What you will do —
Please find every line in the records below that contains the word "canvas", and copy it.

Exercise material —
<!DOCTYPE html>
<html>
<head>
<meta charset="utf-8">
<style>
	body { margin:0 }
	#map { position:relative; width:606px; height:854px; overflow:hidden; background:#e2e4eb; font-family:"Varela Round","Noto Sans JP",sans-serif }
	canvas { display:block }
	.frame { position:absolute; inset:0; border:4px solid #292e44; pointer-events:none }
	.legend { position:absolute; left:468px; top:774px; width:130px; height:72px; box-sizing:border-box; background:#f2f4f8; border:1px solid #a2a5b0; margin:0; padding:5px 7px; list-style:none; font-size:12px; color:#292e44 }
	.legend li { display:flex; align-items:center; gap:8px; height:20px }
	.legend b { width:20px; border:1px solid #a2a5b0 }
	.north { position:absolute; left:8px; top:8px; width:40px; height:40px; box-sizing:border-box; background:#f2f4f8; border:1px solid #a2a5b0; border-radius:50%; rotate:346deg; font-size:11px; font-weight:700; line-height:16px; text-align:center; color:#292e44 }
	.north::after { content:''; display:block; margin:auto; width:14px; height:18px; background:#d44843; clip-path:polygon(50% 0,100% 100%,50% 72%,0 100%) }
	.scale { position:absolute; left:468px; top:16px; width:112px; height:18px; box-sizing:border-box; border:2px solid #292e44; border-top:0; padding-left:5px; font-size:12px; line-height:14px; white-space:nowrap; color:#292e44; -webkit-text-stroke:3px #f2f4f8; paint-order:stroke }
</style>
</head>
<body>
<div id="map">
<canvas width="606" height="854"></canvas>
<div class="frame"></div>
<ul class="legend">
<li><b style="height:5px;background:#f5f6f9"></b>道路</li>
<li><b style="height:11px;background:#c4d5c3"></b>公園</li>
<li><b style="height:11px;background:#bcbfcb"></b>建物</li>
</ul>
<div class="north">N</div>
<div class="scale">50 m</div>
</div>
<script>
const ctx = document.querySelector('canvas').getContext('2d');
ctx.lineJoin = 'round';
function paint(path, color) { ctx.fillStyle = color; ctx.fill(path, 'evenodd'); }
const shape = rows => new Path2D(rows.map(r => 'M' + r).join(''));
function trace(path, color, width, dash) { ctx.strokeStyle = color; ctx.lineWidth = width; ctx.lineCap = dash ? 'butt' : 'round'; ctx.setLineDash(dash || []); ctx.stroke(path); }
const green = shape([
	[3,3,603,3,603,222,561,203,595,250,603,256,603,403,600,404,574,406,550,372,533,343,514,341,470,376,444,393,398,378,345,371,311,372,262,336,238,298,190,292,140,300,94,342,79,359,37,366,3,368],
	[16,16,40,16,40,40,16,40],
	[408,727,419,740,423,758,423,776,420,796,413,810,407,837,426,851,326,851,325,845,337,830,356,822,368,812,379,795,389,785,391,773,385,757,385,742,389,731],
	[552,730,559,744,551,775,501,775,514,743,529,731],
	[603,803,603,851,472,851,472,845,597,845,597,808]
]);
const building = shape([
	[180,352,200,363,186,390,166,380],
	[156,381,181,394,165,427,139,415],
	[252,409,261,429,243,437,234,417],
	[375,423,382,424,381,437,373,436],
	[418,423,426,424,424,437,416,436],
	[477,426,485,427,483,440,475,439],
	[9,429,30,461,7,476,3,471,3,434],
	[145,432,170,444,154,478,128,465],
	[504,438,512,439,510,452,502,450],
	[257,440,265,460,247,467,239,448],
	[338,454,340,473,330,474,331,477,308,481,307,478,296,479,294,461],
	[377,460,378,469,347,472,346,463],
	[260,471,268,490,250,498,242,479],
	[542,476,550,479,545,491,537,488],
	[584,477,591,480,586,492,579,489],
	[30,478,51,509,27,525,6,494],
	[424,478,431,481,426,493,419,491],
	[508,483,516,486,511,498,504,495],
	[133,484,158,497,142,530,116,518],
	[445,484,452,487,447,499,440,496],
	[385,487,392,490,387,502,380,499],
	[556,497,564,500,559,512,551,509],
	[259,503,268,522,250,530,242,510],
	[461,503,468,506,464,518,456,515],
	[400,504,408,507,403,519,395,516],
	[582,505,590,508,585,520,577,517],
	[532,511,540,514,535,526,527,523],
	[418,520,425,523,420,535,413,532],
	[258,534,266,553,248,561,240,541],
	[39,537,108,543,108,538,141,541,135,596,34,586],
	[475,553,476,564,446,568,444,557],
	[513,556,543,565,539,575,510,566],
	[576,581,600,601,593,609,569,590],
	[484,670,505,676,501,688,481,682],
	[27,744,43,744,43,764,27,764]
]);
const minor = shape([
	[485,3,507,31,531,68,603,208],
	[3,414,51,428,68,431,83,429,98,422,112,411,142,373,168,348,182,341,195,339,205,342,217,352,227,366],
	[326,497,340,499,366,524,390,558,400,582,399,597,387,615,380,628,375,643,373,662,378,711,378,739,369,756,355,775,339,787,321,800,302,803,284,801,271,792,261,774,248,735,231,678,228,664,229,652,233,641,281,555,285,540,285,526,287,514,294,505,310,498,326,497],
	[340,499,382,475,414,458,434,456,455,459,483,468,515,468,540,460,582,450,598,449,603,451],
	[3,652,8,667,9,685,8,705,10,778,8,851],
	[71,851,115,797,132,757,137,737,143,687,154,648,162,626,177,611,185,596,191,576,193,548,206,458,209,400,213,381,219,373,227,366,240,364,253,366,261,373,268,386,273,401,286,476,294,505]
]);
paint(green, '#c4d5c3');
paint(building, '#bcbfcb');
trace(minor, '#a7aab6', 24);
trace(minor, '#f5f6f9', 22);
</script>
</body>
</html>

Output for this exercise —
	canvas { display:block }
<canvas width="606" height="854"></canvas>
const ctx = document.querySelector('canvas').getContext('2d');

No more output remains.